Anterior Single Solid Rod Instrumentation in Thoracolumbar Adolescent Idiopathic Scoliosis With and Without the Use of Interbody Structural Support

Paul Alongi MD,
Thomas Lowe MD,
Michael O’Brien MD,
Jeffrey Wood MD,
Yinong Kong MD
Woodridge Orthopaedic and Spine Center,
P.C./University of Colorado Health Sciences Center Wheat Ridge, Colorado

Introduction: The use of interbody structural support is often recommended in conjunction with anterior instrumentation for the treatment of thoracolumbar AIS. Purpose: To compare pre and postoperative coronal and sagittal parameters in patients treated with an anterior single solid rod construct with and without the use of interbody structural support.

Materials and Methods: Thirty–nine patients (mean age 15.9 years) with thoracolumbar AIS underwent anterior surgery using a single 6mm solid rod construct (3 male, 36 female). Structural interbody support was used in 24 patients and packed morselized autograft bone alone was used in 15 patients. No patients were braced postoperatively. Each patient had minimal follow–up of 2 years. Preoperative, initial and most recent follow–up radiographs were reviewed to determine Cobb measurements of the primary and compensatory curves (thoracic and lumbar), apical and end vertebra rotation, apical translation, last instrumented vertebra (LIV) angulation and translation, global coronal and sagittal balance and segmental sagittal Cobb measurements from T2–12, T5–12, T12–L2, T12–LIV, T12–sacrum, and the instrumented levels.

Results: Along with achieving maximal curve correction, as well as coronal and sagittal balance, obtaining horizontalization and derotation of the LIV are major surgical goals. Primary Cobb correction averaged 74%. Spontaneous correction of the uninstrumented curves was 29% for the thoracic and 72% for the lumbar. The mean sagittal profile of the instrumented segments was –2° preoperatively and +2° postoperatively. There were no statistical differences in any of the coronal or sagittal measurements between patients in which interbody structural support was utilized versus patients in which only morselized bone autograft was used.

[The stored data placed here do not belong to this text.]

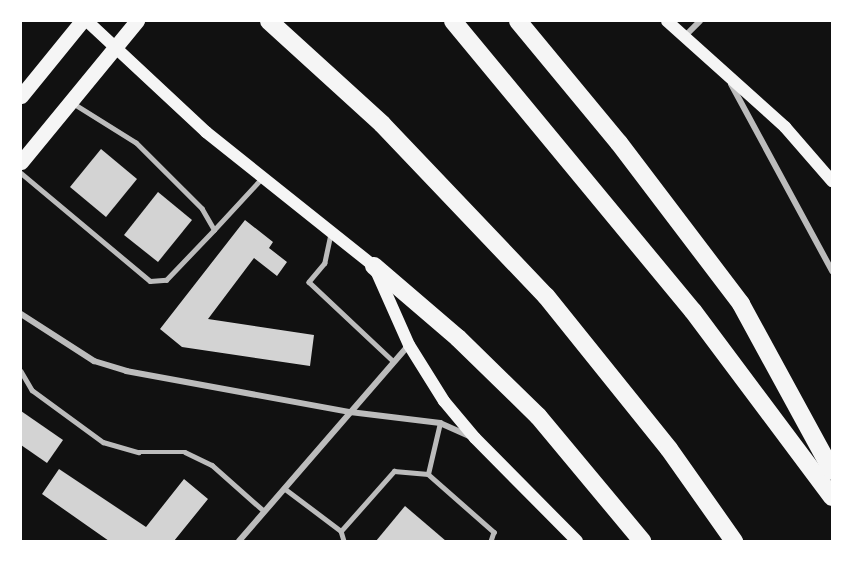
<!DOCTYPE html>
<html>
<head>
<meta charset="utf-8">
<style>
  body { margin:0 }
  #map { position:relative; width:853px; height:562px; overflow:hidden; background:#111; font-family:Signika,sans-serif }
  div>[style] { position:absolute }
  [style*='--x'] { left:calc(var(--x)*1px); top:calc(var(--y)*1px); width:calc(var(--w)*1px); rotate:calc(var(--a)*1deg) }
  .building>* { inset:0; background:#d3d3d3 }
  .service>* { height:4.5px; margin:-2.25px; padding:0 2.25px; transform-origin:2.25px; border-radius:2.25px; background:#bcbcbc }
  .minor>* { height:6px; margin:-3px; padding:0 3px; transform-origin:3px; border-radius:3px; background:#bcbcbc }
  .secondary>* { height:12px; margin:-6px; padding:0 6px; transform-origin:6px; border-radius:6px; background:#f5f5f5 }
  .primary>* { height:15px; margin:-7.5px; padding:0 7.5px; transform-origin:7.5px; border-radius:7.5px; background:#f5f5f5 }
  .motorway>* { height:18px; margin:-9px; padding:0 9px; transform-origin:9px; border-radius:9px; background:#f5f5f5 }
  span { translate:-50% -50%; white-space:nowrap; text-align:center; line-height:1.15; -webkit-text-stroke:6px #fff; paint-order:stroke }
  .frame { position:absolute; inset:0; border:22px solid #fff; pointer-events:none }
</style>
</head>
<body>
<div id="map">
  <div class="building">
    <i style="clip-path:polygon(101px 149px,137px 179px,106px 217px,70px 187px)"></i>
    <i style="clip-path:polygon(158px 192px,192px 220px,158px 262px,124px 235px)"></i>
    <i style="clip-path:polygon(245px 220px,273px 242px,269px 248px,287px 262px,277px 276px,254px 258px,208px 319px,314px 335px,310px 366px,182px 347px,160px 329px)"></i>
    <i style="clip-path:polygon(21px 411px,63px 440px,47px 463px,21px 445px)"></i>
    <i style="clip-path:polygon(59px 469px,146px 527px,184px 479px,208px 499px,174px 541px,109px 541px,42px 494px)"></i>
    <i style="clip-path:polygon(405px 506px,446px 541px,376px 541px)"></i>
  </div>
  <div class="service">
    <i style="--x:21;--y:173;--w:168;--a:39.9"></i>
    <i style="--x:150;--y:281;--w:16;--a:-4"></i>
    <i style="--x:166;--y:280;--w:69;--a:-46.2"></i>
    <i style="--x:214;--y:230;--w:24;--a:-120"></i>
    <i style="--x:202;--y:209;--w:93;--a:-135"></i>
    <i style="--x:136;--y:143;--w:75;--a:-148"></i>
    <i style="--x:214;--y:230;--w:69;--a:-47.3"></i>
    <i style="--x:331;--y:234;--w:30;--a:102"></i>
    <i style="--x:325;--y:263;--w:25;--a:130"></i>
    <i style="--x:309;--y:282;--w:115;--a:43.2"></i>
    <i style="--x:21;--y:371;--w:22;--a:60"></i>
    <i style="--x:32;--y:390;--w:88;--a:36.2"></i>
    <i style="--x:103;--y:442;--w:37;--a:16"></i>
    <i style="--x:139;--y:452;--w:46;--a:0"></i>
    <i style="--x:185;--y:452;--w:30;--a:26"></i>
    <i style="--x:212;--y:465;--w:69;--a:41.5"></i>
    <i style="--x:428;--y:474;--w:88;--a:41.3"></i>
    <i style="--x:494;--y:532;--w:9;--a:108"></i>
    <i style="--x:284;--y:488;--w:71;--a:37"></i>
    <i style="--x:341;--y:531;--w:80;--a:-48.5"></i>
    <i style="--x:394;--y:471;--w:34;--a:5"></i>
    <i style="--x:428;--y:474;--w:52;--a:-76.8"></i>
    <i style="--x:341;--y:531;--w:10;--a:73"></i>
  </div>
  <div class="minor">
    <i style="--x:685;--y:36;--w:21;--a:-45"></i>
    <i style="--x:731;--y:84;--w:213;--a:61.6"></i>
    <i style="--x:21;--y:314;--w:87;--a:32.8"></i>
    <i style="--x:94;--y:361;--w:34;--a:17"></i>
    <i style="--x:126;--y:371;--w:228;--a:10.4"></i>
    <i style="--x:350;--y:412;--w:91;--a:7"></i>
    <i style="--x:440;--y:423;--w:32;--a:24"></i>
    <i style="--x:239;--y:541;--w:259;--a:-49.1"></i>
  </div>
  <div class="secondary">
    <i style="--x:87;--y:21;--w:163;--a:43"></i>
    <i style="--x:206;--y:132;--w:215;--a:38.6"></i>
    <i style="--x:374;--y:266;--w:86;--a:66.1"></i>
    <i style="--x:409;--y:345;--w:66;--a:58"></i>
    <i style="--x:444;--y:401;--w:48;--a:50"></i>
    <i style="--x:475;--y:438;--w:145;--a:45.3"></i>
    <i style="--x:667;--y:21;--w:159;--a:41.9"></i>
    <i style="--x:785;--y:127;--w:72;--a:49"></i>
  </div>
  <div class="primary">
    <i style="--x:21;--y:96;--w:97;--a:-50.9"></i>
    <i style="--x:21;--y:162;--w:183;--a:-50.6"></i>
  </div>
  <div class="motorway">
    <i style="--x:269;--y:21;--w:153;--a:42.3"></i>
    <i style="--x:382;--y:124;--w:238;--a:46.4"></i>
    <i style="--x:546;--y:296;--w:196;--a:51.2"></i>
    <i style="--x:669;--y:449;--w:113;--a:54.8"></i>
    <i style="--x:453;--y:21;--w:376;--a:50.4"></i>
    <i style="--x:693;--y:311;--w:232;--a:53.2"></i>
    <i style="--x:518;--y:21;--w:158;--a:50.4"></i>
    <i style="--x:619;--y:143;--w:202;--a:52.8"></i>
    <i style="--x:741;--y:304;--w:190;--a:61.4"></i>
    <i style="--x:374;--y:266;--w:111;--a:40.6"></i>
    <i style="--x:458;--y:338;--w:112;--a:44.3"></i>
    <i style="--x:538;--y:416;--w:163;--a:50.2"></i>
  </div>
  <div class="frame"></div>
</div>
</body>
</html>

Achieving horizontalization of the LIV correlated statistically with preoperative measurements of apical translation of the primary curve (<48mm, p<0.05), translation of the lowest instrumented vertebra (<30mm, p<0.01), global coronal imbalance (<30mm, p<0.05), and instrumentation that included the horizontal vertebra on the reverse bending radiograph(p<0.01).

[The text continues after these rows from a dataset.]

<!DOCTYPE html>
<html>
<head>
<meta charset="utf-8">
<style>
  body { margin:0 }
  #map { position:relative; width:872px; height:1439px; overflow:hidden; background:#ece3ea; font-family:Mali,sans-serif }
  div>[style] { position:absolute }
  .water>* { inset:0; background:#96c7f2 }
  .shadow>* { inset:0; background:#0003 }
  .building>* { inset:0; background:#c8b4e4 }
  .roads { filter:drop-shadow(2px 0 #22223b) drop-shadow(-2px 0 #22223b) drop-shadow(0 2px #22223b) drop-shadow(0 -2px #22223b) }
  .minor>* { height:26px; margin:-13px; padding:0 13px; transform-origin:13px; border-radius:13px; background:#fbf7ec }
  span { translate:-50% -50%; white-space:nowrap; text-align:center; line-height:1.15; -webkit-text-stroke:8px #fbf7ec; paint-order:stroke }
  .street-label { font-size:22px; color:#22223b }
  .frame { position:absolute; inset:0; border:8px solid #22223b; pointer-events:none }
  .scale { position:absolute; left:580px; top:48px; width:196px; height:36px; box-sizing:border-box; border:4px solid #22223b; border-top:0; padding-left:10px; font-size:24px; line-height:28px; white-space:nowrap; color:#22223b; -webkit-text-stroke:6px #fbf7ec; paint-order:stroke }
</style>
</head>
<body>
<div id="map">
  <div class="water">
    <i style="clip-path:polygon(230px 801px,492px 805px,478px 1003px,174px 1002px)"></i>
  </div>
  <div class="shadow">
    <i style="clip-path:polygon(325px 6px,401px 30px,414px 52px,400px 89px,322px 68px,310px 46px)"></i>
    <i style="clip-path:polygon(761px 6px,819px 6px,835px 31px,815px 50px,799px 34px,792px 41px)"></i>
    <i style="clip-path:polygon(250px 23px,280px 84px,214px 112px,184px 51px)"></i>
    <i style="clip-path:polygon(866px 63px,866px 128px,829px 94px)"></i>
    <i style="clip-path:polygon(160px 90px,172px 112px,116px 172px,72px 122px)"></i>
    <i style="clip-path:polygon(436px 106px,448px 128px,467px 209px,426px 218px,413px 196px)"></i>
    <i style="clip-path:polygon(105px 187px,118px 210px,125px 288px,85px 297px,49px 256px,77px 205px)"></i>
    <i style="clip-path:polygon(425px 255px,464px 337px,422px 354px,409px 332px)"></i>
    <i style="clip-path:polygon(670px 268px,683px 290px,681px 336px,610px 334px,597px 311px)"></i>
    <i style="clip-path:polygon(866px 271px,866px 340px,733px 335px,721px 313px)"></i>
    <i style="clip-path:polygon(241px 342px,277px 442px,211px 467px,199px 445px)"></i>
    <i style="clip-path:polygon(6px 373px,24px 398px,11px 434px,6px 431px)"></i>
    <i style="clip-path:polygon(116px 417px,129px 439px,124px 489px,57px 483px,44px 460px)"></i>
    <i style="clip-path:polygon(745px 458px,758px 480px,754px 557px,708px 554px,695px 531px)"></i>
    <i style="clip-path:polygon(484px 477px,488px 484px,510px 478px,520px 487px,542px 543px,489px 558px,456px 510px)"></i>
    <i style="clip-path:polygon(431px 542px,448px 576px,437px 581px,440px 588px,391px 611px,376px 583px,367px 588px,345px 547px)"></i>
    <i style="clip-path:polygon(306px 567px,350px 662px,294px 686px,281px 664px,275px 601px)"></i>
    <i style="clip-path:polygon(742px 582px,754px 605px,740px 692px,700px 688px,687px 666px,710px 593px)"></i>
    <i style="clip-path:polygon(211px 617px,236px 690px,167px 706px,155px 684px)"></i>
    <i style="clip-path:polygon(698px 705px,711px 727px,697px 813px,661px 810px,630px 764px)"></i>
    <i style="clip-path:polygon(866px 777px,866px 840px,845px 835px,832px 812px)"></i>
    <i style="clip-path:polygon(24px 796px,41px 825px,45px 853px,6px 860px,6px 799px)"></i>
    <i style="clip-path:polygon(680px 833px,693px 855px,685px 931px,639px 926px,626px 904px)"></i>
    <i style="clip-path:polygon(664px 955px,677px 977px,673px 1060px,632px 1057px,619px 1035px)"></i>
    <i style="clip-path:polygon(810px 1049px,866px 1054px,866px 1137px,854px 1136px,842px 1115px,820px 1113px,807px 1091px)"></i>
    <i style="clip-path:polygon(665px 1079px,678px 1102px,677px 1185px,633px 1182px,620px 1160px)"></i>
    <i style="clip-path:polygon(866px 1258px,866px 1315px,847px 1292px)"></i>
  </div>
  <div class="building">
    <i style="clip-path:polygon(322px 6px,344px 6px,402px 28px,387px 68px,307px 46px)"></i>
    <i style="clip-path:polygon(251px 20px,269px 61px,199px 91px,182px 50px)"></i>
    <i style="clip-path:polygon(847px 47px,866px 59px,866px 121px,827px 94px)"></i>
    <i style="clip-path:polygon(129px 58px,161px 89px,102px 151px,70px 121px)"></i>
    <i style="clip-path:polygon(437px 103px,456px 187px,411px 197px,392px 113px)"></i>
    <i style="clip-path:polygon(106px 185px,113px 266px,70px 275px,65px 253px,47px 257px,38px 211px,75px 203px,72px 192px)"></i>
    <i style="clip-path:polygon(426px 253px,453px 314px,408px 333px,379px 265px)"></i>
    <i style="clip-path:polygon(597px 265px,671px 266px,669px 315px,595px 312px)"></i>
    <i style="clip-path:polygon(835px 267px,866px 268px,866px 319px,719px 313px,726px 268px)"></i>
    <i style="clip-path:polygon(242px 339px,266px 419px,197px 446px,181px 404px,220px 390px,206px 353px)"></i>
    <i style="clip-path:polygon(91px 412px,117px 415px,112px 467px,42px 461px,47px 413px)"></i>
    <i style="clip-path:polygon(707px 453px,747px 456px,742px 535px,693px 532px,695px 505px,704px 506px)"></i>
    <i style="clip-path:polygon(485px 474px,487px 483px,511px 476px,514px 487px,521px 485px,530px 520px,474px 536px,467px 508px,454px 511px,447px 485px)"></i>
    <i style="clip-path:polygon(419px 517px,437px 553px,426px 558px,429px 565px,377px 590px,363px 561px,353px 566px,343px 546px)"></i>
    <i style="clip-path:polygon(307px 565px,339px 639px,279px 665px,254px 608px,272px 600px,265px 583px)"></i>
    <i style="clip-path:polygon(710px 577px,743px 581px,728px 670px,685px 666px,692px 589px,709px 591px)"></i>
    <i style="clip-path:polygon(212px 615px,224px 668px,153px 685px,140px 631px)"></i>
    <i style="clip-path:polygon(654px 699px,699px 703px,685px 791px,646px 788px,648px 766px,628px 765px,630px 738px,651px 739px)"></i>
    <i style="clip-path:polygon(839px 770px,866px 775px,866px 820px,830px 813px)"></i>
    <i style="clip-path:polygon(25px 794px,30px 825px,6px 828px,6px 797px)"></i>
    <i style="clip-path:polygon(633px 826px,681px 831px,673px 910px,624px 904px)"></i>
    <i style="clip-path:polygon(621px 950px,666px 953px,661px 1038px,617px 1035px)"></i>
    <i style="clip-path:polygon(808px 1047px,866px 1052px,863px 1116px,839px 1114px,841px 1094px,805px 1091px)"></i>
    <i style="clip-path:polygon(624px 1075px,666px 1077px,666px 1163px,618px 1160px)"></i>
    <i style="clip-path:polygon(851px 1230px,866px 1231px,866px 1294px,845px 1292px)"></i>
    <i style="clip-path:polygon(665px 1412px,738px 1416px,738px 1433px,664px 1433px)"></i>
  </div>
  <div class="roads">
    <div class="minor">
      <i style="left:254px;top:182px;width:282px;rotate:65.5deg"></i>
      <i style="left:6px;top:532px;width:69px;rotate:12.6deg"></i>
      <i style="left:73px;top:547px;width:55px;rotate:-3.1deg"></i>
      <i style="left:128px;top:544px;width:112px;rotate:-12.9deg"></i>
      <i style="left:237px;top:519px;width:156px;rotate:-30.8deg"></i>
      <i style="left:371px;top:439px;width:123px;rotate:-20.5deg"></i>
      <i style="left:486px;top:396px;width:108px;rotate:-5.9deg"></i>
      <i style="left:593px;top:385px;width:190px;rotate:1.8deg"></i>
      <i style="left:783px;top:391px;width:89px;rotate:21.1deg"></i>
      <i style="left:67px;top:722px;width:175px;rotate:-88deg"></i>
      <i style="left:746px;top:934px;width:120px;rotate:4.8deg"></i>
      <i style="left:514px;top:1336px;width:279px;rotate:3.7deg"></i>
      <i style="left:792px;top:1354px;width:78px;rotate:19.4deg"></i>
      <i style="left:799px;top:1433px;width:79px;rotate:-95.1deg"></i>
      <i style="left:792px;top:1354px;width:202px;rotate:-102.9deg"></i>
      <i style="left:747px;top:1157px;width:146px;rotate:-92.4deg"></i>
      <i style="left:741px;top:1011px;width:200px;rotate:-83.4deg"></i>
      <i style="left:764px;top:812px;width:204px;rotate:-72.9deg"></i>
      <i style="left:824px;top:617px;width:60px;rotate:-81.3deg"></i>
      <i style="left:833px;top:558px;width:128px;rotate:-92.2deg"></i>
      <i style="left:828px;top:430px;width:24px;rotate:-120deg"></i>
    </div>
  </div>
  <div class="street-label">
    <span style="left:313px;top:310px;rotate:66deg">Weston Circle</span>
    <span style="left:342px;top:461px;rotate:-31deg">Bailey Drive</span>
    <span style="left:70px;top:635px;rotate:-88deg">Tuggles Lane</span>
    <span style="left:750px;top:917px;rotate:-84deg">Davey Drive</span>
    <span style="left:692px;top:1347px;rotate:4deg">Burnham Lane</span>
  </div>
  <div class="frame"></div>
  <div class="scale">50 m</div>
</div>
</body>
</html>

Conclusions: The use of interbody structural support may not be necessary to maintain appropriate sagittal and coronal profile when a rigid single rod construct is used for the treatment of thoracolumbar AIS. Parameters predicting horizontalization and derotation of LIV were identified which if achieved help establish normal relationships between the uninstrumented segments and may therefore prevent late degenerative changes.